* _Records for this task_:
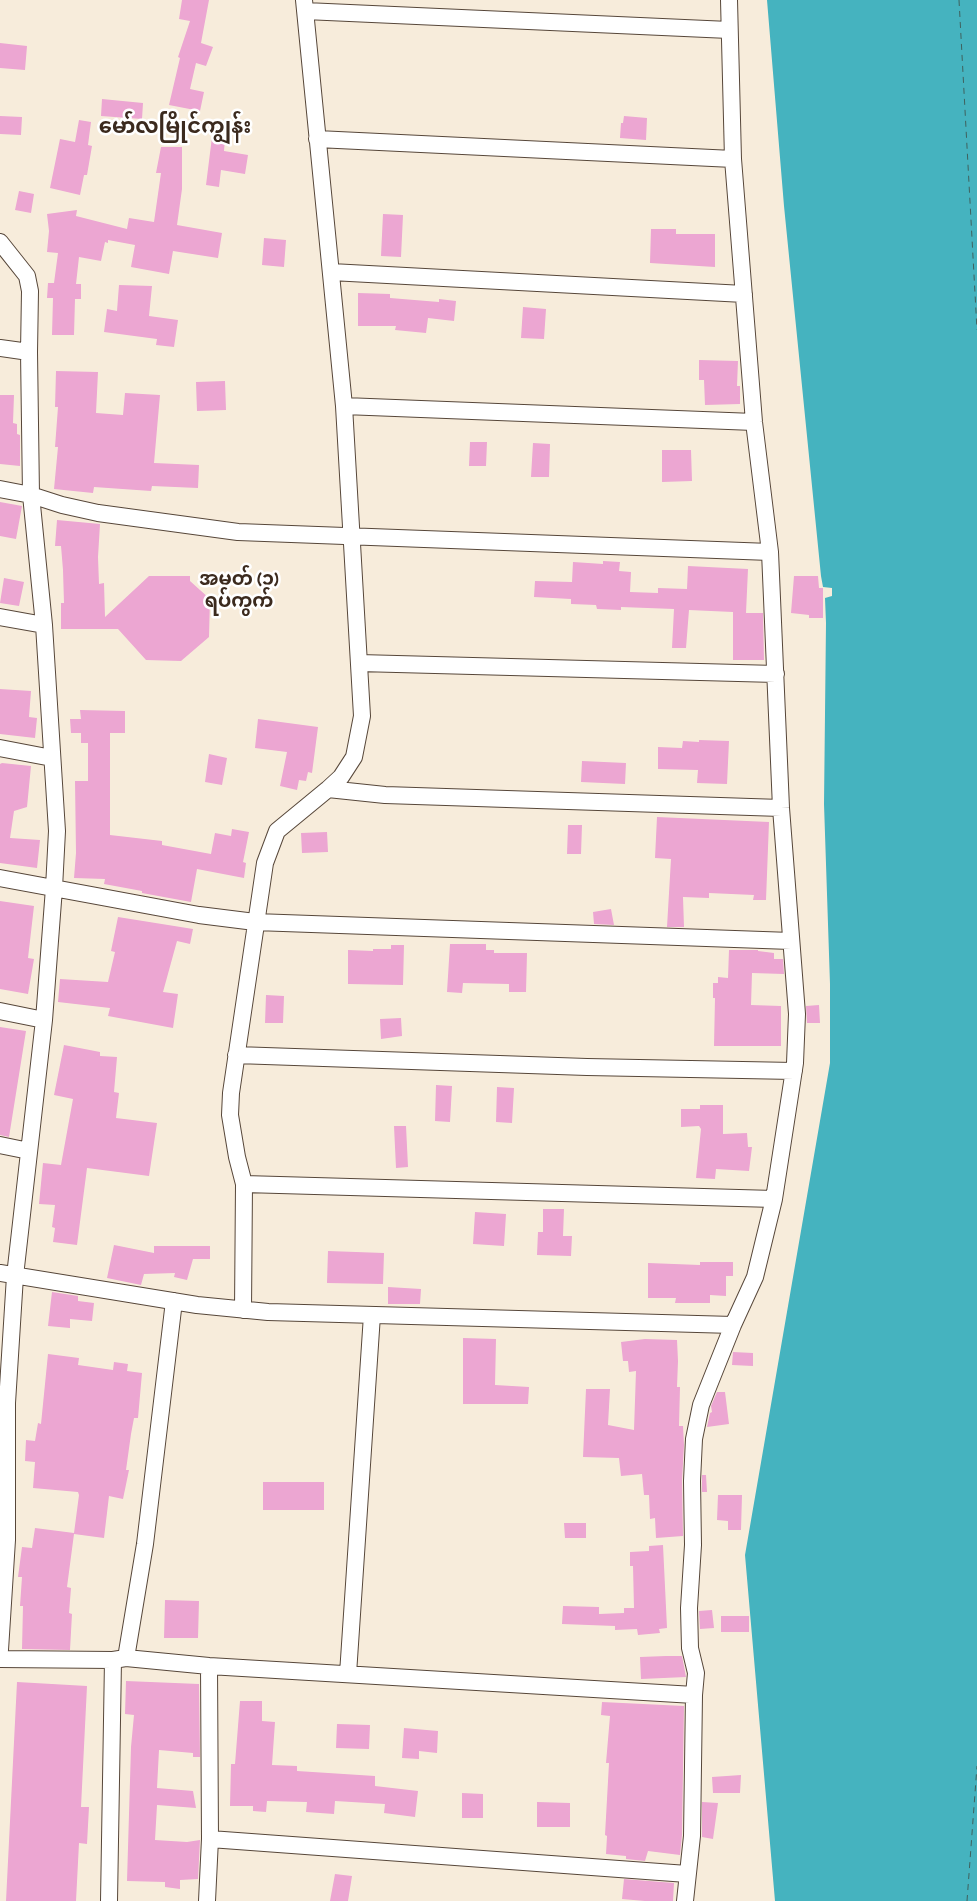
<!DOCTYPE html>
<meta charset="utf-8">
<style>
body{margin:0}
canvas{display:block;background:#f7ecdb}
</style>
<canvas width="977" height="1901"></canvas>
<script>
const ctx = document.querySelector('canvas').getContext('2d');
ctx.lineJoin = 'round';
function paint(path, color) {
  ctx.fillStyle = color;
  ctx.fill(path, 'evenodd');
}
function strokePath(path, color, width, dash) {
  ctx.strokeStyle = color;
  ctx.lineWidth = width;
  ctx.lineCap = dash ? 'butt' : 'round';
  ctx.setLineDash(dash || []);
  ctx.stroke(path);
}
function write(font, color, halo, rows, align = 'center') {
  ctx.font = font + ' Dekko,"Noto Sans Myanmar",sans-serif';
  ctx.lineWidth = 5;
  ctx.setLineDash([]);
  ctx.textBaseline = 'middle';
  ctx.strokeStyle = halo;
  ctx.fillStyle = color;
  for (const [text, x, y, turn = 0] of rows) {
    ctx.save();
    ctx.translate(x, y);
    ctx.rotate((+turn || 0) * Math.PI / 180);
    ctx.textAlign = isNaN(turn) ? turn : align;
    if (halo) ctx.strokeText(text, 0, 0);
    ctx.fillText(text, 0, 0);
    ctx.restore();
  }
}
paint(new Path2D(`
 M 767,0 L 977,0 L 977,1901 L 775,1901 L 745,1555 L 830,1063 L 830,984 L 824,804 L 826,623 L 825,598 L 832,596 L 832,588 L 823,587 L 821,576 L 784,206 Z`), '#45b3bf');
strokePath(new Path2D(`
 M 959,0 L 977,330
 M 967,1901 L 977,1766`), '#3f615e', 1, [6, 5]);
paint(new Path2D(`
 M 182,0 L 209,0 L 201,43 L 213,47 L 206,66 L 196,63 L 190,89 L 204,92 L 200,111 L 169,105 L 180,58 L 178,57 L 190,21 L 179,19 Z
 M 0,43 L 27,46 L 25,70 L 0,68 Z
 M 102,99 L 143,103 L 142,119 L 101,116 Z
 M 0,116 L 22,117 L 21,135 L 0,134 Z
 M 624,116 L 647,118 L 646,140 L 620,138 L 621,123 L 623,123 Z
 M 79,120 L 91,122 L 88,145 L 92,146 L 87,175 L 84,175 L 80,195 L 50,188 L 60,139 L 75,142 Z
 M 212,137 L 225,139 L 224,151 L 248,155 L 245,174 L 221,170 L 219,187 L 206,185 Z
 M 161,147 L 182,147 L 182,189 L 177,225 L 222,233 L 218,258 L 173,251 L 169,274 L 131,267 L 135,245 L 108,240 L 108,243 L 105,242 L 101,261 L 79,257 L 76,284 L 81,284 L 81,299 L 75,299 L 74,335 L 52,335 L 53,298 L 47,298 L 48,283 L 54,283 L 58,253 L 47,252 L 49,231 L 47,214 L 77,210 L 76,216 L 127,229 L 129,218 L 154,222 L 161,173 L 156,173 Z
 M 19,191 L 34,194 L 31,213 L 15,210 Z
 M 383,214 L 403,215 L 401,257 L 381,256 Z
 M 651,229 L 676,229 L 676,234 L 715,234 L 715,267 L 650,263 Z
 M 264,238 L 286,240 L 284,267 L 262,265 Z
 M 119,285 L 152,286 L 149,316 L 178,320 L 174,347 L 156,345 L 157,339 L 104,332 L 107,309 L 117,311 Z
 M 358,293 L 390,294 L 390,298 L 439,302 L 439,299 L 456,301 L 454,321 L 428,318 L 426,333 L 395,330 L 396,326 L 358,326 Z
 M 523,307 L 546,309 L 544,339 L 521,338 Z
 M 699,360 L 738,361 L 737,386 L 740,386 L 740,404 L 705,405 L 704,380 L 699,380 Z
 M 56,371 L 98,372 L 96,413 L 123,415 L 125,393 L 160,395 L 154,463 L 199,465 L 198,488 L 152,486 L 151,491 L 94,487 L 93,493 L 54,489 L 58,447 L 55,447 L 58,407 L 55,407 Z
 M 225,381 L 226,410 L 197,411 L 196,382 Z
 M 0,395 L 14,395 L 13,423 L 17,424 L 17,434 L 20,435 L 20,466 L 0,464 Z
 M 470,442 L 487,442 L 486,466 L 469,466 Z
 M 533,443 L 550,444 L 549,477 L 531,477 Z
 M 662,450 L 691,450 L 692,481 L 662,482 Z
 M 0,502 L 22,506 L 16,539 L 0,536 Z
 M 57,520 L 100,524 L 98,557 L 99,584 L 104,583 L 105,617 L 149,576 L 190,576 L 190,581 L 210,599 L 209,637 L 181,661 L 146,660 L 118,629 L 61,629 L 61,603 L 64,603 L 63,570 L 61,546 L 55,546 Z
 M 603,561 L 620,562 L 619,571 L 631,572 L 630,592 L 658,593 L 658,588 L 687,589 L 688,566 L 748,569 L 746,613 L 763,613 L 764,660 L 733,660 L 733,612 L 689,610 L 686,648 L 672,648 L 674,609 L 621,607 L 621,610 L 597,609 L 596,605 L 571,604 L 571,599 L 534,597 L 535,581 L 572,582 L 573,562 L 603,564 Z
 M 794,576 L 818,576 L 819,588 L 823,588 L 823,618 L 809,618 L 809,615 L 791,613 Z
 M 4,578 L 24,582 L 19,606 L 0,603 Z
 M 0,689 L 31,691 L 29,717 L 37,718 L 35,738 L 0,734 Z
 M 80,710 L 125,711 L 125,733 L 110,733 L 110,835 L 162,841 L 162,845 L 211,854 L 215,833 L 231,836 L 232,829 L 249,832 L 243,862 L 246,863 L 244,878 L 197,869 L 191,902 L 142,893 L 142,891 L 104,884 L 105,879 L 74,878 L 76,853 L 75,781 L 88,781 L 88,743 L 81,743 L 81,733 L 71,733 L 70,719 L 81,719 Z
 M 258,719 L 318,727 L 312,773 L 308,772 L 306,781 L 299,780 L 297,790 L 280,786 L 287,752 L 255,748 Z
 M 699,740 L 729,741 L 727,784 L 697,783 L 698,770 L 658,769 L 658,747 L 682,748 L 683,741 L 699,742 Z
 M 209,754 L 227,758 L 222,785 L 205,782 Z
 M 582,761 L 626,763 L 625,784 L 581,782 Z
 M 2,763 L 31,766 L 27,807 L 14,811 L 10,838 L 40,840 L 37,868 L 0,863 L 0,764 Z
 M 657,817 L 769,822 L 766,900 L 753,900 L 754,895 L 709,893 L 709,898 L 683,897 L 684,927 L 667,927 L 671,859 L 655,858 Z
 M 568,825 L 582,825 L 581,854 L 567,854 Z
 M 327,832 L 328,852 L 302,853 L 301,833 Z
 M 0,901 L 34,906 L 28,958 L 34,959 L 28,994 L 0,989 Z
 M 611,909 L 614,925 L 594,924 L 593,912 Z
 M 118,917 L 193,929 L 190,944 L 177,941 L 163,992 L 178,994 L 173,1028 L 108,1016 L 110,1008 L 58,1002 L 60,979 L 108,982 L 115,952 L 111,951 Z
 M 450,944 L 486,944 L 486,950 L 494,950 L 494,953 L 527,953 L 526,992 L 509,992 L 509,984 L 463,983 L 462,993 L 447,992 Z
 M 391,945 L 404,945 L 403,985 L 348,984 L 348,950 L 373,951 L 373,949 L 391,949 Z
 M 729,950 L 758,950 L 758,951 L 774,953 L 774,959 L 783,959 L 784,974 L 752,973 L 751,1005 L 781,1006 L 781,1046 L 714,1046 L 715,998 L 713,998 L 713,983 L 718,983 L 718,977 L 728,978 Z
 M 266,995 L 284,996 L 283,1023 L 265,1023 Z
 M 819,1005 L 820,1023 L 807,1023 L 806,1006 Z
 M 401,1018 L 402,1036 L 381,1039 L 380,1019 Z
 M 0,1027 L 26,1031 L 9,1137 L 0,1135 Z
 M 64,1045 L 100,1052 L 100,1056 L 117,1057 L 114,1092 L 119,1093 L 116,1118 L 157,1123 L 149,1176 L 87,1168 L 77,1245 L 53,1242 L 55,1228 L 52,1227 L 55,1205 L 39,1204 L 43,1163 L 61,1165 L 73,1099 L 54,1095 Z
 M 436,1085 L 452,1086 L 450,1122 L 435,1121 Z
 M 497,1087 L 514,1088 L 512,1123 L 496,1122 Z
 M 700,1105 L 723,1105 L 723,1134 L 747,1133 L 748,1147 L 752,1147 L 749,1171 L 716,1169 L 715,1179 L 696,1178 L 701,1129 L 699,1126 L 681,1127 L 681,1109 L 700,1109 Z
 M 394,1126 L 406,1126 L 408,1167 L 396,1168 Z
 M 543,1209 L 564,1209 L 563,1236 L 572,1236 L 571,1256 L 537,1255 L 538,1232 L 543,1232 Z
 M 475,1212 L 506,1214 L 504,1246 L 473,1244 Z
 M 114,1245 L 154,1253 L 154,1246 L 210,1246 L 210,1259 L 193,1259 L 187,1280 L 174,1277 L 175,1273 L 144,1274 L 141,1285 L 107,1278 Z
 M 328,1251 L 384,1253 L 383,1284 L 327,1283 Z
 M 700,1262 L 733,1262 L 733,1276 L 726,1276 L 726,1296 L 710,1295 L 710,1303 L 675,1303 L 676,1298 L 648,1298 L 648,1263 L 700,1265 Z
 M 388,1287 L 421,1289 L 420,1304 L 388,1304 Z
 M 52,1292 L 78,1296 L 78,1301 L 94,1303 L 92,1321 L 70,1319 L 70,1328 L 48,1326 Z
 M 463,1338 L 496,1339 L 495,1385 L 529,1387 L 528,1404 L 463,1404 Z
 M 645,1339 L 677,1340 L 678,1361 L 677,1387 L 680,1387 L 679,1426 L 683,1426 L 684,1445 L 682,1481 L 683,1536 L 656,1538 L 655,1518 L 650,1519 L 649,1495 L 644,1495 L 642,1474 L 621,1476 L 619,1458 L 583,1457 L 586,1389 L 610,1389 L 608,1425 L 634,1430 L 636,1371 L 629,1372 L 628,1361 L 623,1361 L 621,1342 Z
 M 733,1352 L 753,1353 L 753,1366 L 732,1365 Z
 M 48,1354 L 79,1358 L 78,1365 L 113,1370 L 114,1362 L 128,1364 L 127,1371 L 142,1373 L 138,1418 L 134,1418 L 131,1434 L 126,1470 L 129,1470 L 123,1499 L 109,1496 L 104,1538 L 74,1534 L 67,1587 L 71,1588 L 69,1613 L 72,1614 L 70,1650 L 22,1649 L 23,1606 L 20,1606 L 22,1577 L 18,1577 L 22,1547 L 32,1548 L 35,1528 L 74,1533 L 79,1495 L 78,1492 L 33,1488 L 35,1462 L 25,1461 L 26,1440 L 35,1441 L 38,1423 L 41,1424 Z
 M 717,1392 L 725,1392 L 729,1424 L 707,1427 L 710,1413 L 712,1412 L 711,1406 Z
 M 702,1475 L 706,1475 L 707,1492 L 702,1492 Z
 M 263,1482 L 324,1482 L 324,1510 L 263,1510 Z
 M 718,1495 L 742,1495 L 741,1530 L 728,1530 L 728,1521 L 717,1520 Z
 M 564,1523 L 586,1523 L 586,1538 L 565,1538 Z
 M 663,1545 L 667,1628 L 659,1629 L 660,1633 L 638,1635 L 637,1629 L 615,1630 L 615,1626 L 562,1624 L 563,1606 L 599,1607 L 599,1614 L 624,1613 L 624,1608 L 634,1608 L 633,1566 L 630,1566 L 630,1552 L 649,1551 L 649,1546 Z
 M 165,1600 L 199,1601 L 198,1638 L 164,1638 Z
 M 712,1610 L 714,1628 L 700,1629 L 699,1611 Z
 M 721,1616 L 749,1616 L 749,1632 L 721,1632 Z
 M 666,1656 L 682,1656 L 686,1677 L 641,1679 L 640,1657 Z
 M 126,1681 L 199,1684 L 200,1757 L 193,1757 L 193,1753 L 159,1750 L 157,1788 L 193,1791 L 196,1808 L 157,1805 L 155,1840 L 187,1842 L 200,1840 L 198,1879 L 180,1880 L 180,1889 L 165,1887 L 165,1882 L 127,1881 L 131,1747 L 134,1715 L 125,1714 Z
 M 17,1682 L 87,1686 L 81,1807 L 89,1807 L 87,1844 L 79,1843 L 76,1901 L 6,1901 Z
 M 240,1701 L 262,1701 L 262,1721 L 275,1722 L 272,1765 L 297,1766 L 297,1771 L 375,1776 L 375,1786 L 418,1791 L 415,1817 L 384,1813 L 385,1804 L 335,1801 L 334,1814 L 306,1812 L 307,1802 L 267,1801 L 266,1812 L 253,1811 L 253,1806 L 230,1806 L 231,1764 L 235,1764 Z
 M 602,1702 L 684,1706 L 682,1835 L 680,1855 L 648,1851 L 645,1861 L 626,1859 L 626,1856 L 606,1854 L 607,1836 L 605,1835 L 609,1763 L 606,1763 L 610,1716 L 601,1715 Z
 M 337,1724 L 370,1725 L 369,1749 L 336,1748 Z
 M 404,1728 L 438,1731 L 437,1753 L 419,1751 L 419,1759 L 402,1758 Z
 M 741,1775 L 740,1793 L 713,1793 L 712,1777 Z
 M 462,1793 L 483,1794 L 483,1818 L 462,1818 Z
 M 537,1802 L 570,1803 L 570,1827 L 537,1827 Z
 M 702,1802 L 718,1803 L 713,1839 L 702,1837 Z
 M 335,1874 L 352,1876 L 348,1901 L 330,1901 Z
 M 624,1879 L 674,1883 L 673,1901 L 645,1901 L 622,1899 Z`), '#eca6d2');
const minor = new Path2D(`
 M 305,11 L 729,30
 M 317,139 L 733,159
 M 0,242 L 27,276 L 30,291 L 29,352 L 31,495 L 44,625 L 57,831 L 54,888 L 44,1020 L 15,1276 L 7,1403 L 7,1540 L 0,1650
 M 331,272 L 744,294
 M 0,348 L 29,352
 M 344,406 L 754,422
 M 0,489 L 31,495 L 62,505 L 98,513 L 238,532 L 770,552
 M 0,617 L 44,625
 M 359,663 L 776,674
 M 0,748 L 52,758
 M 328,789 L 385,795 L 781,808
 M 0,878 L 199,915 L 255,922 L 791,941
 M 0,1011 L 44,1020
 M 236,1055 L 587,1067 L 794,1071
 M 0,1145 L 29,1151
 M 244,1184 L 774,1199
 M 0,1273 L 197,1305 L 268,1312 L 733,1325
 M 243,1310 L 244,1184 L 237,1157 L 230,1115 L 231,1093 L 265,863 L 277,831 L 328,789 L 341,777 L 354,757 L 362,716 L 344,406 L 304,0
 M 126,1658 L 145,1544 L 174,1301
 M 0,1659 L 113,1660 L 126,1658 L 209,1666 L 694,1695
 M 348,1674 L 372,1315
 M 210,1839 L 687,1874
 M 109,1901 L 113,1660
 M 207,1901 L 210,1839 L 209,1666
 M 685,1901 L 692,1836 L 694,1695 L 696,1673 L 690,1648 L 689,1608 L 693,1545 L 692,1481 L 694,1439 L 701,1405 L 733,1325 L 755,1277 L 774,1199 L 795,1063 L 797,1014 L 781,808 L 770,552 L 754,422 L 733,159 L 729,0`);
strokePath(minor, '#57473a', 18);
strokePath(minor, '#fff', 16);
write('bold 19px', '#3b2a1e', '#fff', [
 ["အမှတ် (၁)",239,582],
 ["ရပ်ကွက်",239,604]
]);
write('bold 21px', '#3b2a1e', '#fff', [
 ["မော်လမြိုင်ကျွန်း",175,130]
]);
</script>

* _Work order_:
Among the records above, find each line containing the string "font" and copy it.

* _Answer to this problem_:
function write(font, color, halo, rows, align = 'center') {
  ctx.font = font + ' Dekko,"Noto Sans Myanmar",sans-serif';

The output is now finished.